How diverse is materials research at Mines these days? Read about these three high-profile programs, housed in different departments and spanning a wide spectrum of industries, and judge for yourself.


Rod Eggert is helping to form a DOE-funded national institute for critical materials that links economic analysis with pertinent science and engineering.

Critical Materials

Since chairing a National Research Council committee that led to an influential book on rare and critical minerals, Division of Economics and Business Director Rod Eggert has earned national and international respect as an authority on the subject, speaking to industry groups, the European Union in Brussels, Belguim, and more than one congressional committee. His latest project at Mines involves helping to lead the newly formed Critical Materials Institute for the U.S. Department of Energy.

“The elements of concern evolve and change over time,” Eggert says, explaining that industries are constantly searching for less expensive substitutes and new supplies. Mines is slated to receive almost $14 million over five years to fund the institute, which will encompass the nuts-and-bolts science and engineering of critical minerals, as well as economic analysis. While this is certainly not new territory for the university, linking economic analysis with science and engineering as a major partner of a high-profile national institute dedicated to an issue of such importance breaks new ground.

The new grant will more than double research related to critical materials at Mines, providing funding for perhaps 10 new graduate students. Other Mines faculty currently involved include Corby Anderson, Michael Kaufman, Barry Martin, Nigel Middleton, Brajendra Mishra, John Speer, Patrick Taylor ’74, PhD ’78 and Doug Way.


Can sheet steel for cars be thinner, more formable and stronger? DOE has given MME $1.2 million to do just that.


The auto industry has a major challenge to overcome in the next decade: In 2016, federal regulations require manufacturers to increase average fuel economy for cars from 29.7 to 35.5 mpg, and by 2025, the average for cars and light-duty trucks jumps to 54.5 mpg. While both require big changes, to meet the 2025 standard will require fundamental innovation.

One way to achieve greater fuel efficiency is by making lighter cars, says Emmanuel De Moor, a research assistant professor with the Advanced Steel Processing and Products Research Center in the Department of Metallurgical and Materials Engineering.

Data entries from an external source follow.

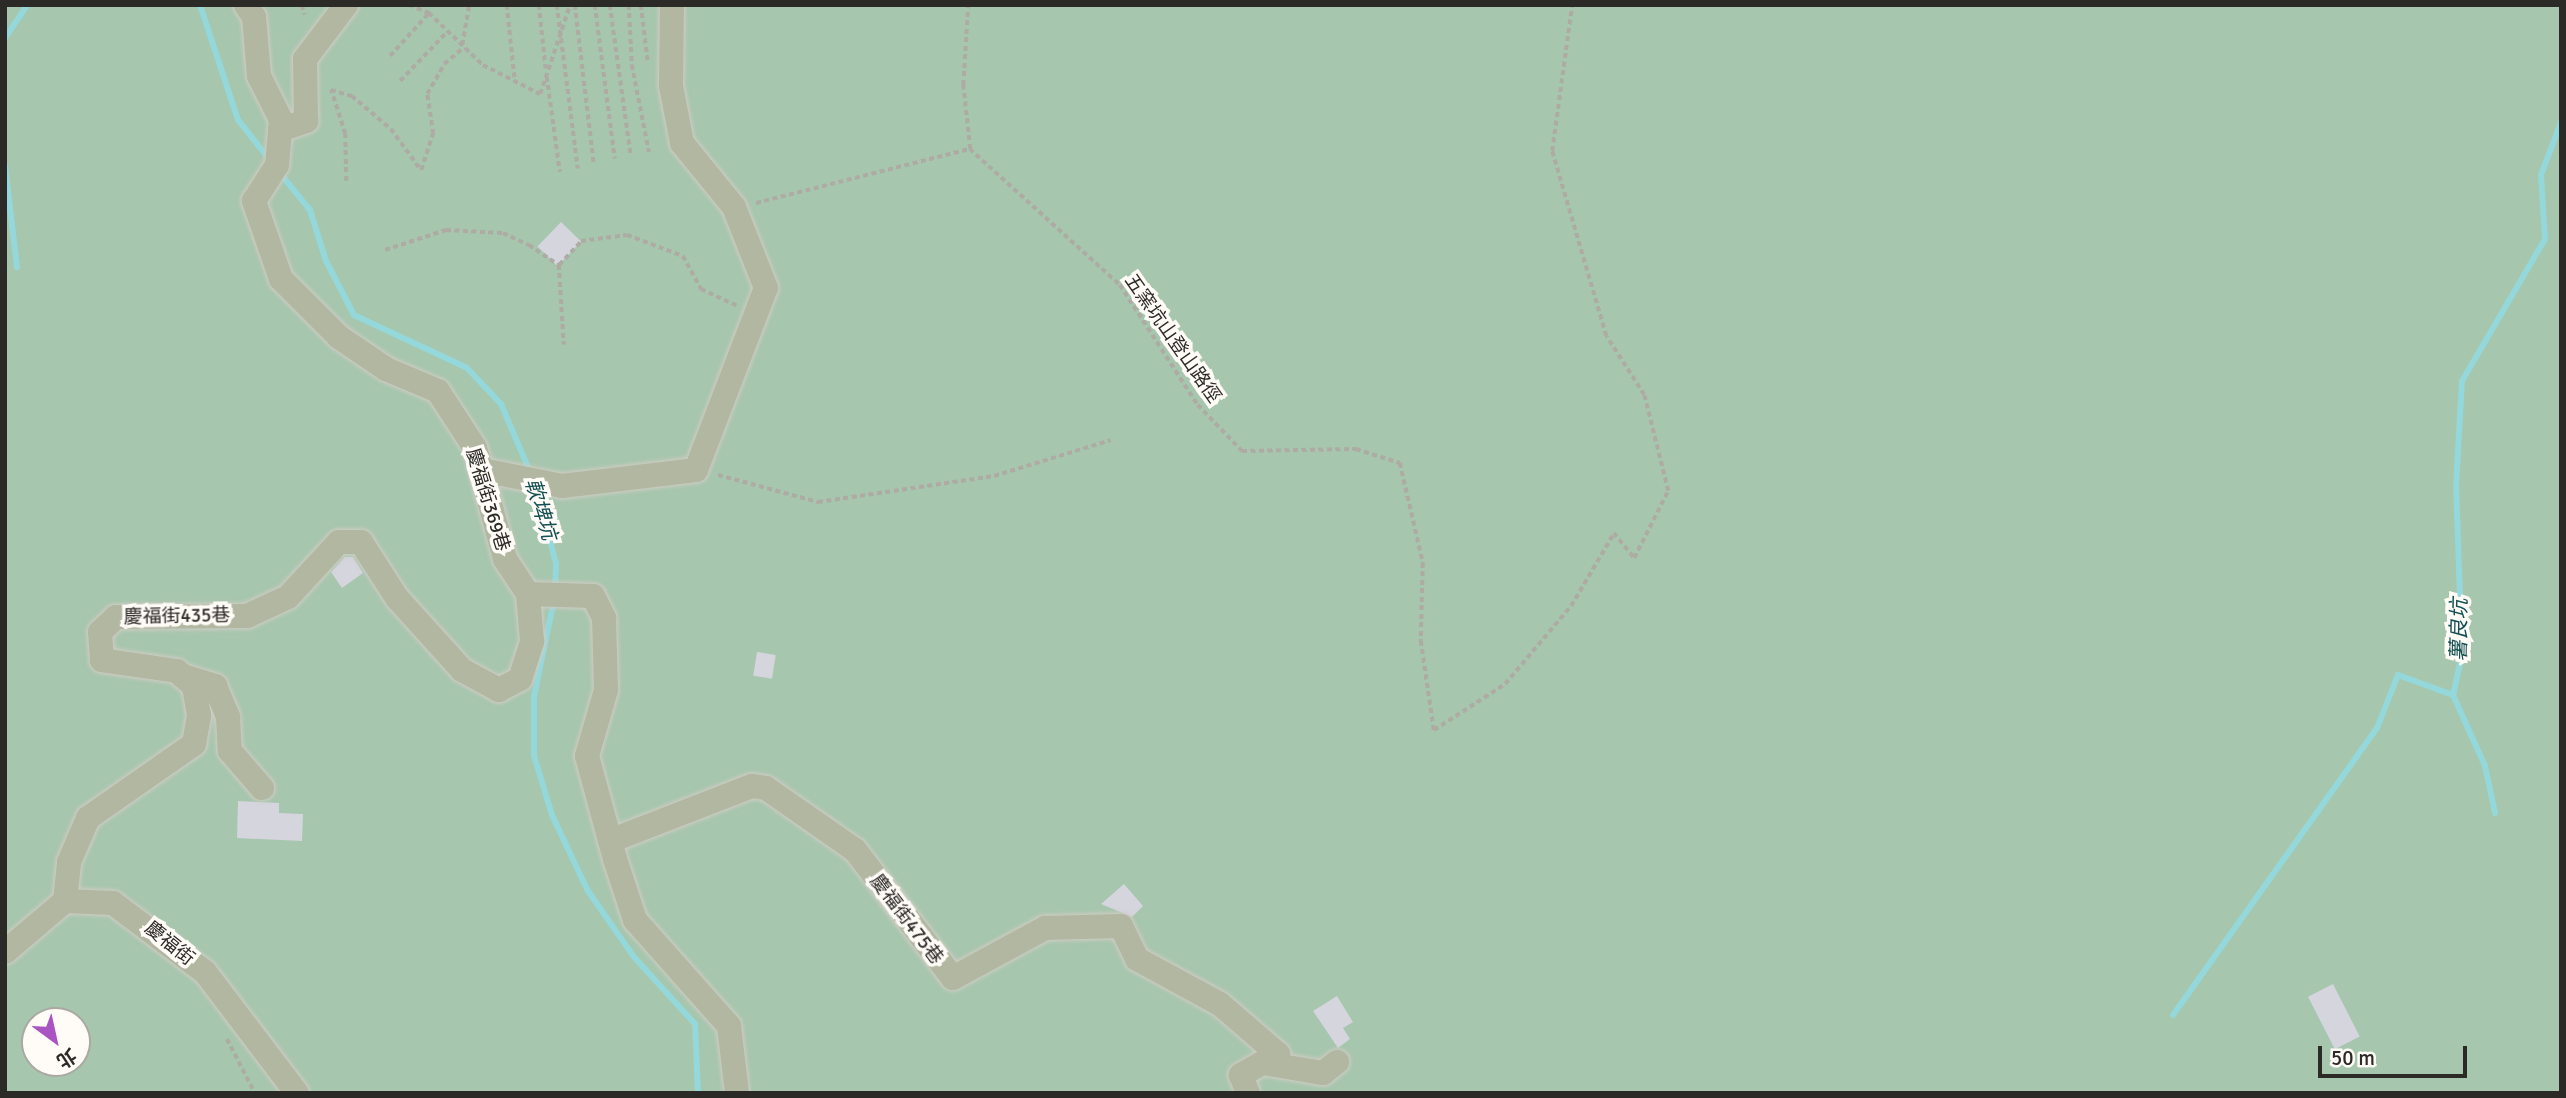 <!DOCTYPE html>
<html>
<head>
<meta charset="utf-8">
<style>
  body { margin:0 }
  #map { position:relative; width:2566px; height:1098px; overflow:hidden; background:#f3efe7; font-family:Signika,"Noto Sans TC",sans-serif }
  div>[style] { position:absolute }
  .green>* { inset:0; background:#a6c6ad }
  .stream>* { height:6px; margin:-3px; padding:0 3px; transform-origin:3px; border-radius:3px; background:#94d8db }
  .building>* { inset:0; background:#d4d5dd; transform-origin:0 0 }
  .path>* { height:3.5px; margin-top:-1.75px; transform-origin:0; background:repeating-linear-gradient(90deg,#aeaaa4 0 5px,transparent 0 8.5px) }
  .roads { filter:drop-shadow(0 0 2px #cfccc4) drop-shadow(0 0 2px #cfccc4) }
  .minor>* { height:24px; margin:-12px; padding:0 12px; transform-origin:12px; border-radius:12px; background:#b2b7a1 }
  span { translate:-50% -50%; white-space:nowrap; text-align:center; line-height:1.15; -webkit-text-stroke:7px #fffcf8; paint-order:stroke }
  .street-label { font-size:19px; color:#2c2a27 }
  .water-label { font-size:21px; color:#134f51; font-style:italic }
  .frame { position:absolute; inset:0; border:7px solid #2c2a27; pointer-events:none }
  .north { position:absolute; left:21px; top:1007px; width:70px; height:70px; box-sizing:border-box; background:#fffcf8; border:2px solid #aba8a4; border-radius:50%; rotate:147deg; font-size:19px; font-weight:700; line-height:28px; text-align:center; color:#2c2a27 }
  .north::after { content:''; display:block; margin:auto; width:24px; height:32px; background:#a954c2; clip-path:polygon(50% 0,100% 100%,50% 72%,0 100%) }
  .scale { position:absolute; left:2318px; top:1046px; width:149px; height:32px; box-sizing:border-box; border:4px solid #2c2a27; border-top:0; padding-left:9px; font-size:21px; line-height:24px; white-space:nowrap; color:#2c2a27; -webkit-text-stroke:5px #fffcf8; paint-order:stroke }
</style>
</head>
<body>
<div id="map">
  <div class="green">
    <i style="clip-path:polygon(evenodd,5px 5px,2561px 5px,2561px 1093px,5px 1093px,5px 5px,35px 1021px,77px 1021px,77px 1063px,35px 1063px,35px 1021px)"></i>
  </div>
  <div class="stream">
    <i style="left:200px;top:5px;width:121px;rotate:71.7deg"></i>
    <i style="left:238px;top:120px;width:50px;rotate:51.5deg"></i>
    <i style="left:5px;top:38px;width:40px;rotate:-56deg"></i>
    <i style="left:5px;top:165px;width:103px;rotate:83.3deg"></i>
    <i style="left:280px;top:173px;width:48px;rotate:51deg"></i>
    <i style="left:310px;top:210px;width:53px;rotate:72.6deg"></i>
    <i style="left:326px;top:261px;width:61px;rotate:62.6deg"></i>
    <i style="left:354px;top:315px;width:125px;rotate:25.1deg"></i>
    <i style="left:467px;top:368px;width:50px;rotate:46.6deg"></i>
    <i style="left:501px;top:404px;width:76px;rotate:66.8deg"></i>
    <i style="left:535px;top:487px;width:79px;rotate:74.6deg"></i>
    <i style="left:556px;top:563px;width:26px;rotate:92deg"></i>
    <i style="left:554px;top:600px;width:99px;rotate:101.7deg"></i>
    <i style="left:534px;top:697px;width:59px;rotate:90deg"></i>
    <i style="left:534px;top:756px;width:62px;rotate:73deg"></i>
    <i style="left:552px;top:815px;width:84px;rotate:64.7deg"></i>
    <i style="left:588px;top:891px;width:80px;rotate:55.1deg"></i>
    <i style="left:634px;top:957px;width:91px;rotate:47.7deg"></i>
    <i style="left:695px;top:1024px;width:69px;rotate:87.5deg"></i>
    <i style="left:2453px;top:695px;width:78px;rotate:65.7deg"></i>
    <i style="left:2485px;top:766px;width:48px;rotate:78deg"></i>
    <i style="left:2173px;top:1015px;width:352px;rotate:-54.6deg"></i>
    <i style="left:2377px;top:728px;width:57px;rotate:-68.4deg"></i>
    <i style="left:2398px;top:675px;width:59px;rotate:20deg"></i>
    <i style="left:2453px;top:695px;width:41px;rotate:-77.3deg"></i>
    <i style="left:2462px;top:655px;width:168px;rotate:-92deg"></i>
    <i style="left:2456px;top:487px;width:106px;rotate:-86.8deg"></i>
    <i style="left:2462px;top:381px;width:164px;rotate:-59.7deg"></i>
    <i style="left:2545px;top:239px;width:64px;rotate:-93.6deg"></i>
    <i style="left:2541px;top:175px;width:57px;rotate:-69.3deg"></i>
  </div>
  <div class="building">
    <i style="left:561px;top:222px;width:28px;height:34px;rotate:44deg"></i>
    <i style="clip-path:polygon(345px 557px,353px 557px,363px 573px,342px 588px,331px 572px)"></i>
    <i style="left:757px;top:652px;width:19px;height:24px;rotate:9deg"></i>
    <i style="clip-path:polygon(238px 801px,279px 803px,279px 813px,303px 814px,302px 841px,237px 838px)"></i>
    <i style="clip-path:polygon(1124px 884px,1143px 906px,1132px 917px,1101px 904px)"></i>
    <i style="left:2333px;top:984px;width:59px;height:28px;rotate:63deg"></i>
    <i style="clip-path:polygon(1337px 996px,1353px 1022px,1343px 1028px,1350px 1039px,1338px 1048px,1313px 1011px)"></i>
  </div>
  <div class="path">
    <i style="left:302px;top:5px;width:10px;rotate:73deg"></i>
    <i style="left:409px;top:5px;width:22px;rotate:22deg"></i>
    <i style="left:429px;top:13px;width:75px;rotate:43.9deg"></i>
    <i style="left:483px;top:65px;width:64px;rotate:27deg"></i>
    <i style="left:540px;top:94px;width:94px;rotate:-71.4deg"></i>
    <i style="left:507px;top:5px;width:76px;rotate:84deg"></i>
    <i style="left:539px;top:5px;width:64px;rotate:83.8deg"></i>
    <i style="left:557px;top:5px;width:165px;rotate:82.7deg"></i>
    <i style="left:575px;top:5px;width:161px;rotate:83.2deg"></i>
    <i style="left:595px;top:5px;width:155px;rotate:82.6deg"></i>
    <i style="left:610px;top:5px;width:153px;rotate:82.1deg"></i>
    <i style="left:629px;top:5px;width:60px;rotate:87.1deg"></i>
    <i style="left:632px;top:65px;width:89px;rotate:78.9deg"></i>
    <i style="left:641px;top:5px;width:57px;rotate:83deg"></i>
    <i style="left:462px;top:45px;width:41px;rotate:-80.1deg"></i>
    <i style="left:390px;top:56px;width:58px;rotate:-47.8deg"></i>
    <i style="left:547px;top:77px;width:96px;rotate:82.2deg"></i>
    <i style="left:400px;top:81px;width:68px;rotate:-46.2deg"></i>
    <i style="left:970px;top:149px;width:202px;rotate:42.2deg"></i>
    <i style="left:1120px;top:285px;width:143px;rotate:57deg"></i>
    <i style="left:1198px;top:405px;width:64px;rotate:46.3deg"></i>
    <i style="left:1242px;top:451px;width:114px;rotate:-1deg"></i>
    <i style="left:1356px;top:449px;width:46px;rotate:17.7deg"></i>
    <i style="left:1400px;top:463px;width:103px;rotate:77deg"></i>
    <i style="left:1423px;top:563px;width:78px;rotate:91.5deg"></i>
    <i style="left:1421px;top:641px;width:90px;rotate:81.7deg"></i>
    <i style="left:1434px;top:730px;width:85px;rotate:-32.9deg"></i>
    <i style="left:1505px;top:684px;width:102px;rotate:-49.8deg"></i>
    <i style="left:1571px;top:606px;width:85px;rotate:-59.5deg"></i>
    <i style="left:1614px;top:533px;width:32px;rotate:51deg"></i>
    <i style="left:1634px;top:558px;width:75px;rotate:-63.1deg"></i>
    <i style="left:1668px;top:491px;width:99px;rotate:-104deg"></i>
    <i style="left:1644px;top:395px;width:70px;rotate:-122.8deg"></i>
    <i style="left:1606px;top:336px;width:193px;rotate:-106.3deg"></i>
    <i style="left:1552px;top:151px;width:147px;rotate:-82.2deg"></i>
    <i style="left:346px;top:181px;width:47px;rotate:-91.2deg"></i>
    <i style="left:345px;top:134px;width:46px;rotate:-107.7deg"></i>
    <i style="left:331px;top:90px;width:22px;rotate:16deg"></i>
    <i style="left:352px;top:96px;width:51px;rotate:40.2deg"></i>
    <i style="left:391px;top:129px;width:51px;rotate:53.8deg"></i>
    <i style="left:421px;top:170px;width:38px;rotate:-72deg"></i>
    <i style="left:433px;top:134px;width:40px;rotate:-98.5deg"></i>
    <i style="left:427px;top:94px;width:34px;rotate:-60deg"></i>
    <i style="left:444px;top:64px;width:26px;rotate:-40deg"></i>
    <i style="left:756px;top:203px;width:221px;rotate:-14.2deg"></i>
    <i style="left:970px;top:149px;width:64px;rotate:-96.2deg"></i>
    <i style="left:963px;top:85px;width:80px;rotate:-86.4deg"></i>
    <i style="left:385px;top:250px;width:64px;rotate:-18.2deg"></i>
    <i style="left:446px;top:230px;width:57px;rotate:3deg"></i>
    <i style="left:503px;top:233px;width:29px;rotate:25deg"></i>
    <i style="left:529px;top:245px;width:36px;rotate:34deg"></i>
    <i style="left:559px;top:265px;width:80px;rotate:86.4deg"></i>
    <i style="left:559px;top:265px;width:33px;rotate:-47deg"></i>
    <i style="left:581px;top:241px;width:46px;rotate:-7.4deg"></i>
    <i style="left:627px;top:235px;width:60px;rotate:20.6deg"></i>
    <i style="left:683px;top:256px;width:38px;rotate:61deg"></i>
    <i style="left:701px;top:289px;width:41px;rotate:24.7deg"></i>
    <i style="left:718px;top:475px;width:104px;rotate:15.1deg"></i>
    <i style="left:818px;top:502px;width:178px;rotate:-8.4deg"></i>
    <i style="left:994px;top:476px;width:122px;rotate:-17.1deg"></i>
    <i style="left:227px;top:1039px;width:61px;rotate:62.6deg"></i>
  </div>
  <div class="roads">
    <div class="minor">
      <i style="left:280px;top:130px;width:28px;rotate:-19deg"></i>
      <i style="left:306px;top:121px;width:62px;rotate:-90.9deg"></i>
      <i style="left:305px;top:59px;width:68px;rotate:-52.8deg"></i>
      <i style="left:482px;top:470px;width:82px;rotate:11.3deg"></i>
      <i style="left:562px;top:486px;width:135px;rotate:-6.8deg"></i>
      <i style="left:696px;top:470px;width:195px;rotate:-69deg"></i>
      <i style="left:766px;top:288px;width:87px;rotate:-111.6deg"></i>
      <i style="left:734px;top:207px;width:82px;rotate:-129.1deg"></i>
      <i style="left:682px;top:143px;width:58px;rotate:-100.9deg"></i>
      <i style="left:671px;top:86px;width:81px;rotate:-89.3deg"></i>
      <i style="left:528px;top:594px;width:65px;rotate:1.8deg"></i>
      <i style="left:593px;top:596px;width:25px;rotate:63deg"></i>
      <i style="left:604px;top:618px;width:72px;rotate:88.4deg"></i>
      <i style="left:606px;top:690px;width:69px;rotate:106.1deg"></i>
      <i style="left:587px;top:756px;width:107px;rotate:74.8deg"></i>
      <i style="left:615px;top:859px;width:64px;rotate:71.8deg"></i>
      <i style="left:635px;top:920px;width:142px;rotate:48.4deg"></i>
      <i style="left:729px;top:1026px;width:67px;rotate:83.2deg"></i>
      <i style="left:183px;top:676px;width:34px;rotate:17deg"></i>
      <i style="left:215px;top:686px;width:34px;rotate:67deg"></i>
      <i style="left:228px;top:717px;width:34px;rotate:87deg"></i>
      <i style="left:230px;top:751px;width:49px;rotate:49.1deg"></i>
      <i style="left:610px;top:841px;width:152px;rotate:-21.2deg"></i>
      <i style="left:752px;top:786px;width:14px;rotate:8deg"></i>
      <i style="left:766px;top:788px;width:108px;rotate:34.9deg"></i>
      <i style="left:855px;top:850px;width:161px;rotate:52.6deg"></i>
      <i style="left:953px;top:978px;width:105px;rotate:-28.5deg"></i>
      <i style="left:1045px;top:928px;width:76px;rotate:-1.5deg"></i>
      <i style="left:1121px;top:926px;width:37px;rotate:64deg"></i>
      <i style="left:1137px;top:959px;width:94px;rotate:28.5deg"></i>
      <i style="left:1220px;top:1004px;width:77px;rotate:40.8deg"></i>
      <i style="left:1278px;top:1054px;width:43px;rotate:150.4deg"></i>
      <i style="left:1241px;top:1075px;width:19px;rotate:69deg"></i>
      <i style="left:65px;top:901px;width:39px;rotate:-84deg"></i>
      <i style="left:69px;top:862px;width:48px;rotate:-66.6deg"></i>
      <i style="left:88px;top:818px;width:129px;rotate:-34.9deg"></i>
      <i style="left:194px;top:744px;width:29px;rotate:-80deg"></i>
      <i style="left:199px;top:715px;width:29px;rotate:-100deg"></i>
      <i style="left:194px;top:686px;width:23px;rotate:-139deg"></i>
      <i style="left:177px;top:671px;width:76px;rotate:-171.7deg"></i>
      <i style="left:102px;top:660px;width:28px;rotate:-94deg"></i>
      <i style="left:100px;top:632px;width:22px;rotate:-43deg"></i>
      <i style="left:116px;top:617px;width:131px;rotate:-0.4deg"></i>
      <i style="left:247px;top:616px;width:45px;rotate:-24.9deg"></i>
      <i style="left:288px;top:597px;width:75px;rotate:-47.2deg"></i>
      <i style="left:339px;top:542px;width:22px"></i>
      <i style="left:361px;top:542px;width:67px;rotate:57.3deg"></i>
      <i style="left:397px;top:598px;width:97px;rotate:47.9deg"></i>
      <i style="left:462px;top:670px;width:42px;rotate:28.4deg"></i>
      <i style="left:499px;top:690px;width:24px;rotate:-28deg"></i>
      <i style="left:520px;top:679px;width:40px;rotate:-72deg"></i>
      <i style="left:532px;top:641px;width:47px;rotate:-94.9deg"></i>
      <i style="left:528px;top:594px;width:42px;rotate:-123.3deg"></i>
      <i style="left:505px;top:559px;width:115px;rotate:-105.1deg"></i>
      <i style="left:475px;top:448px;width:68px;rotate:-123deg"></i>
      <i style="left:438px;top:391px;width:56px;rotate:-157.1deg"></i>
      <i style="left:386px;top:369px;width:57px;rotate:-145.8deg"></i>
      <i style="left:339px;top:337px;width:82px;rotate:-135deg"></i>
      <i style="left:281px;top:279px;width:83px;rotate:-109.1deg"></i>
      <i style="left:254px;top:201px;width:43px;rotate:-57.4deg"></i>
      <i style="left:277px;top:165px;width:45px;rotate:-84.9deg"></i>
      <i style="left:281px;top:120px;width:49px;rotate:-116.6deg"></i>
      <i style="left:259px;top:76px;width:59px;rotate:-94.8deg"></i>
      <i style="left:254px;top:17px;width:14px;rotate:-124deg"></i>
      <i style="left:5px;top:952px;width:79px;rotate:-40.4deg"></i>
      <i style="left:65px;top:901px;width:48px;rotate:2.4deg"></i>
      <i style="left:113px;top:903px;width:115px;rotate:36.9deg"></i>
      <i style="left:205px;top:972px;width:152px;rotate:52.8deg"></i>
      <i style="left:1269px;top:1064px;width:55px;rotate:9.5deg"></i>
      <i style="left:1323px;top:1073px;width:18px;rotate:-38deg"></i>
    </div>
  </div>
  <div class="street-label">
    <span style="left:1172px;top:339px;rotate:55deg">五窯坑山登山路徑</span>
    <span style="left:487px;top:500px;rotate:73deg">慶福街369巷</span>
    <span style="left:177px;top:617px;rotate:-1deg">慶福街435巷</span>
    <span style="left:906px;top:920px;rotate:53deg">慶福街475巷</span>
    <span style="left:169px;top:944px;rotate:39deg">慶福街</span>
  </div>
  <div class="water-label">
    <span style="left:541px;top:509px;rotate:73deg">軟埤坑</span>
    <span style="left:2459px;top:630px;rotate:-89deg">薯良坑</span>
  </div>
  <div class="frame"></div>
  <div class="north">北</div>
  <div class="scale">50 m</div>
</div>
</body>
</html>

However, lighter can’t mean flimsy; manufacturers need solutions that don’t compromise occupant safety.

De Moor says this can be achieved by influencing the microstructure of sheet steel in a way that improves both formability and strength. That’s the goal behind a $1.2 million U.S. Department of Energy grant recently awarded to De Moor’s team, which aims to develop processes for making a next-generation steel that, in addition to helping make more fuel-efficient cars, would require less energy to process because it can be stamped into auto body parts at room temperature. Hot stamping currently requires heating steel to 1,650 degrees Fahrenheit.

De Moor’s team for this project includes several Mines faculty, students and alumni, including Professor Emeritus David Matlock, Professor John Speer, and Los Alamos National Laboratory scientists Amy Clarke MS ’02, PhD ’06 and Kester Clarke MS ’02, PhD ’08. DOE support is supplemented with private funding from AK Steel, General Motors, Nucor Steel, Severstal, Toyota and United States Steel.

Ultra-hard NanoSHIELD coating, which won an R&D 100 Award in 2012, was developed by Mines’ Earth Mechanics Institute and two national laboratories. Photo: Oak Ridge National Laboratory

Laser-deposited Ceramic Coating

When scientists at Oak Ridge and Lawrence Livermore national laboratories needed a partner to help develop an unusually hard coating for tunnel boring equipment, it was natural they should turn to the Earth Mechanics Institute (EMI) at Colorado School of Mines. Since just about every major tunnel-boring project in the world relies on the institute for customized equipment specifications for their location, its expertise in testing rock boring equipment is unparalleled.

The unusual aspect of this collaboration is the material developed: an extremely resilient coating, similar to a ceramic, that is deposited on cutting edges using powerful lasers. Able to extend the life of cutting equipment by as much as 20 percent, NanoSHIELD (Nano Super Hard Inexpensive Laser Deposited) coating performed so well in tests that it was selected for a prestigious R&D 100 Award in 2012, and R&D Magazine included it in a feature titled, ‘9 Materials That Will Change the Future of Manufacturing.’

Brian Asbury, who has worked on the program since it began in 2004, has headed up Mines’ involvement since 2010, when he took over from the former director, Levent Ozdemir ’73, MS ’75, PhD ’78. Funding was provided by the Defense Advanced Research Projects Agency and the DOE’s Loan Programs Office, Office of Civilian Radioactive Waste Management, and Office of Energy Efficiency and Renewable Energy.